Among the entries below, find the line with "Instruction: Summarize the content of the map view", then quote it and each following line up to and including the line with "Task: Describe this", and nothing else.

━━━ EXERCISE DATA ━━━

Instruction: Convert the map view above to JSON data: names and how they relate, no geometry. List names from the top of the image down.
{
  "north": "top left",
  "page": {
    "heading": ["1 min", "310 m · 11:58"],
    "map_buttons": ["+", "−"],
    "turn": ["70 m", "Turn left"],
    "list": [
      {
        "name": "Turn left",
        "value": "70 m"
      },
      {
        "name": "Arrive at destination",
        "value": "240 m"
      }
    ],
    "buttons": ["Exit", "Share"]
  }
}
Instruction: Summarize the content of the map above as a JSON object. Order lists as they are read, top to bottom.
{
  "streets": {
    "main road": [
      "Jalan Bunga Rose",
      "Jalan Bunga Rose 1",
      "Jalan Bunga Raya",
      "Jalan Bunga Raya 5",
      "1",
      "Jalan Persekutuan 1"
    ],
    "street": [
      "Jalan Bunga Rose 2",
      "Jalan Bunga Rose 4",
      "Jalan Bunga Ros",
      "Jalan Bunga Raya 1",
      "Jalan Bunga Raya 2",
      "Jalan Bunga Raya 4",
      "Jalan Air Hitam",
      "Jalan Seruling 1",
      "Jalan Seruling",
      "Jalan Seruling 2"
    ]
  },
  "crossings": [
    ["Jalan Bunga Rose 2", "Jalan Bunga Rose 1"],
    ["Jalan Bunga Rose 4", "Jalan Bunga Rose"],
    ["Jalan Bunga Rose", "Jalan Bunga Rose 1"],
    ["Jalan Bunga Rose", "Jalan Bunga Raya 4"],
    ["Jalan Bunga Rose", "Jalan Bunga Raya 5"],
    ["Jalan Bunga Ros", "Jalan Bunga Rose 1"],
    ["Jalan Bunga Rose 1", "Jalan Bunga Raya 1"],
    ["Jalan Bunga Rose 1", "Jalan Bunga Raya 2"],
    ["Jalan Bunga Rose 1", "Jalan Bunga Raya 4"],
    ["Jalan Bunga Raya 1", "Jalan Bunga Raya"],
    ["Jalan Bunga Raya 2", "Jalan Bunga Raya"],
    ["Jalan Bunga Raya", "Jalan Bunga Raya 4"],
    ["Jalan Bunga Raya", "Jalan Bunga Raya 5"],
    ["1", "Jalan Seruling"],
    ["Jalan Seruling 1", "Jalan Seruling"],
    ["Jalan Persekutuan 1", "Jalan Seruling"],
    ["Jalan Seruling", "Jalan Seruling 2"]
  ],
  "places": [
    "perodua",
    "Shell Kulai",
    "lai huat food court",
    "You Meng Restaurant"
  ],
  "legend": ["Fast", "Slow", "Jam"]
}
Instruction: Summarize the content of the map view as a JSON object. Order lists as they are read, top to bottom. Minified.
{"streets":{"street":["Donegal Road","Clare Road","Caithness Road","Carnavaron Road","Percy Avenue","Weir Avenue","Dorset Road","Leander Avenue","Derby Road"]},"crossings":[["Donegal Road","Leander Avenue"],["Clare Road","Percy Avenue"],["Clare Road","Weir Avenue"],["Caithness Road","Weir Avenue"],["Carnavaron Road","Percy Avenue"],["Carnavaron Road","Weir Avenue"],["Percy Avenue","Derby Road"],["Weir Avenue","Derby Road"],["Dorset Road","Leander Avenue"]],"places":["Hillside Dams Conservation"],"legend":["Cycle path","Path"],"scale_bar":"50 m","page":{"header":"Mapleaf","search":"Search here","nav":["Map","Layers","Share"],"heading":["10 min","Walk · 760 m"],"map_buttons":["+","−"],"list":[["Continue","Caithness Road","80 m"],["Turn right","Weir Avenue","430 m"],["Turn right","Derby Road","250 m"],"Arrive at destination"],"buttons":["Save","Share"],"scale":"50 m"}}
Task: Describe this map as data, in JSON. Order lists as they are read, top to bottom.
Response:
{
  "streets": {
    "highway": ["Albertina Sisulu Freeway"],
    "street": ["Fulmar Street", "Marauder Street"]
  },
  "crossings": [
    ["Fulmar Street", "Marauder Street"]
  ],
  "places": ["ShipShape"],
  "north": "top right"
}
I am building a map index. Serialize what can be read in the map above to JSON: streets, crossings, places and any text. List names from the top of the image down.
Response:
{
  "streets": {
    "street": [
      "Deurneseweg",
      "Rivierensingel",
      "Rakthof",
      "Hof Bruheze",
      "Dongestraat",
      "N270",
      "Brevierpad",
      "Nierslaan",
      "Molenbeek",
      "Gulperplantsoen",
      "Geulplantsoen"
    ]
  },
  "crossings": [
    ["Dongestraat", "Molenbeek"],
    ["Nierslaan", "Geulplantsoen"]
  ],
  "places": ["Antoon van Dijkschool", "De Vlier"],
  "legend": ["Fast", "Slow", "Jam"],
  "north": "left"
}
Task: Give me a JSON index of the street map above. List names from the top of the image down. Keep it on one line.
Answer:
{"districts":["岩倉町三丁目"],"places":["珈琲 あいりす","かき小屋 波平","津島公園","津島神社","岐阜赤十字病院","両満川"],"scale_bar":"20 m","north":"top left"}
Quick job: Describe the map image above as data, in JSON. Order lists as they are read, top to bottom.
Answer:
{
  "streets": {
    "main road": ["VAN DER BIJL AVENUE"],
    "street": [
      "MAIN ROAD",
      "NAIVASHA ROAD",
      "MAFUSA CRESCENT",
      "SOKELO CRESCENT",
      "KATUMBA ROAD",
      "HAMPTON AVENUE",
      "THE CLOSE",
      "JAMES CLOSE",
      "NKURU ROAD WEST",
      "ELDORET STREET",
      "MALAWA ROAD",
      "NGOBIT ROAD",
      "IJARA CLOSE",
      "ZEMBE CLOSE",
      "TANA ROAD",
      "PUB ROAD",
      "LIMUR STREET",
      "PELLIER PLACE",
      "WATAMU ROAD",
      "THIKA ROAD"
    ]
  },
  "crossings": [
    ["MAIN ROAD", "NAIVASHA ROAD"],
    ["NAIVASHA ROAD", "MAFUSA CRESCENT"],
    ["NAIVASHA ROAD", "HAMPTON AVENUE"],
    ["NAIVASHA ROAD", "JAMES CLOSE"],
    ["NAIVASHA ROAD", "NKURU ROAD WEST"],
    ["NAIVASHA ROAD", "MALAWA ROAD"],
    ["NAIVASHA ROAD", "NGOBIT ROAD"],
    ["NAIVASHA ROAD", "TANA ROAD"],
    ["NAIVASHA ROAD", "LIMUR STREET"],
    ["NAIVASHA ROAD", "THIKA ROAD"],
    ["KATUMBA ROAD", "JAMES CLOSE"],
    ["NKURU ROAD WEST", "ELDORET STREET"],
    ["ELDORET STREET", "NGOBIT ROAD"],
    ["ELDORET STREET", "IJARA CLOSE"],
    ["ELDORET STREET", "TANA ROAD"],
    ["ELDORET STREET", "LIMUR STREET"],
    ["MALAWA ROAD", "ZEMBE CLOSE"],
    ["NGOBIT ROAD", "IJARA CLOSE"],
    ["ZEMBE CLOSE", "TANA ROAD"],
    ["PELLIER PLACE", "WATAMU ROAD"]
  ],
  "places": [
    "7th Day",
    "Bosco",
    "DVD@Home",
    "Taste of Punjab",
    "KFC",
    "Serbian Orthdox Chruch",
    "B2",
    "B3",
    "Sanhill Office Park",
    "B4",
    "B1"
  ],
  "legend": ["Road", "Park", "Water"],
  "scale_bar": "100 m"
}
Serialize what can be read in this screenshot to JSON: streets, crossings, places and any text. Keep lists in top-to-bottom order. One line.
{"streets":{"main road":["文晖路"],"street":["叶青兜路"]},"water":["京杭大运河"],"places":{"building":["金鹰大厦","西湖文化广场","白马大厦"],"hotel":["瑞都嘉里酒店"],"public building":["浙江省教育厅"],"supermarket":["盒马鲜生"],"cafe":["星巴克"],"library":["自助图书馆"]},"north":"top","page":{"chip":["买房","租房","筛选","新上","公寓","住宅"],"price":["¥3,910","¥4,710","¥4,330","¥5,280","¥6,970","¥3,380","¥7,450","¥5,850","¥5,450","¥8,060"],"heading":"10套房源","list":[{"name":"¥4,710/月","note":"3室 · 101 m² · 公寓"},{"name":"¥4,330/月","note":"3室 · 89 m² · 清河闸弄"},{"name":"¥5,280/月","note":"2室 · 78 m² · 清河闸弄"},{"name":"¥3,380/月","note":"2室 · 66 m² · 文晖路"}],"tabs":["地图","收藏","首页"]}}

━━━

YOUR RESPONSE:
Instruction: Summarize the content of the map view as a JSON object. Order lists as they are read, top to bottom. Minified.
{"streets":{"street":["Donegal Road","Clare Road","Caithness Road","Carnavaron Road","Percy Avenue","Weir Avenue","Dorset Road","Leander Avenue","Derby Road"]},"crossings":[["Donegal Road","Leander Avenue"],["Clare Road","Percy Avenue"],["Clare Road","Weir Avenue"],["Caithness Road","Weir Avenue"],["Carnavaron Road","Percy Avenue"],["Carnavaron Road","Weir Avenue"],["Percy Avenue","Derby Road"],["Weir Avenue","Derby Road"],["Dorset Road","Leander Avenue"]],"places":["Hillside Dams Conservation"],"legend":["Cycle path","Path"],"scale_bar":"50 m","page":{"header":"Mapleaf","search":"Search here","nav":["Map","Layers","Share"],"heading":["10 min","Walk · 760 m"],"map_buttons":["+","−"],"list":[["Continue","Caithness Road","80 m"],["Turn right","Weir Avenue","430 m"],["Turn right","Derby Road","250 m"],"Arrive at destination"],"buttons":["Save","Share"],"scale":"50 m"}}
Task: Describe this map as data, in JSON. Order lists as they are read, top to bottom.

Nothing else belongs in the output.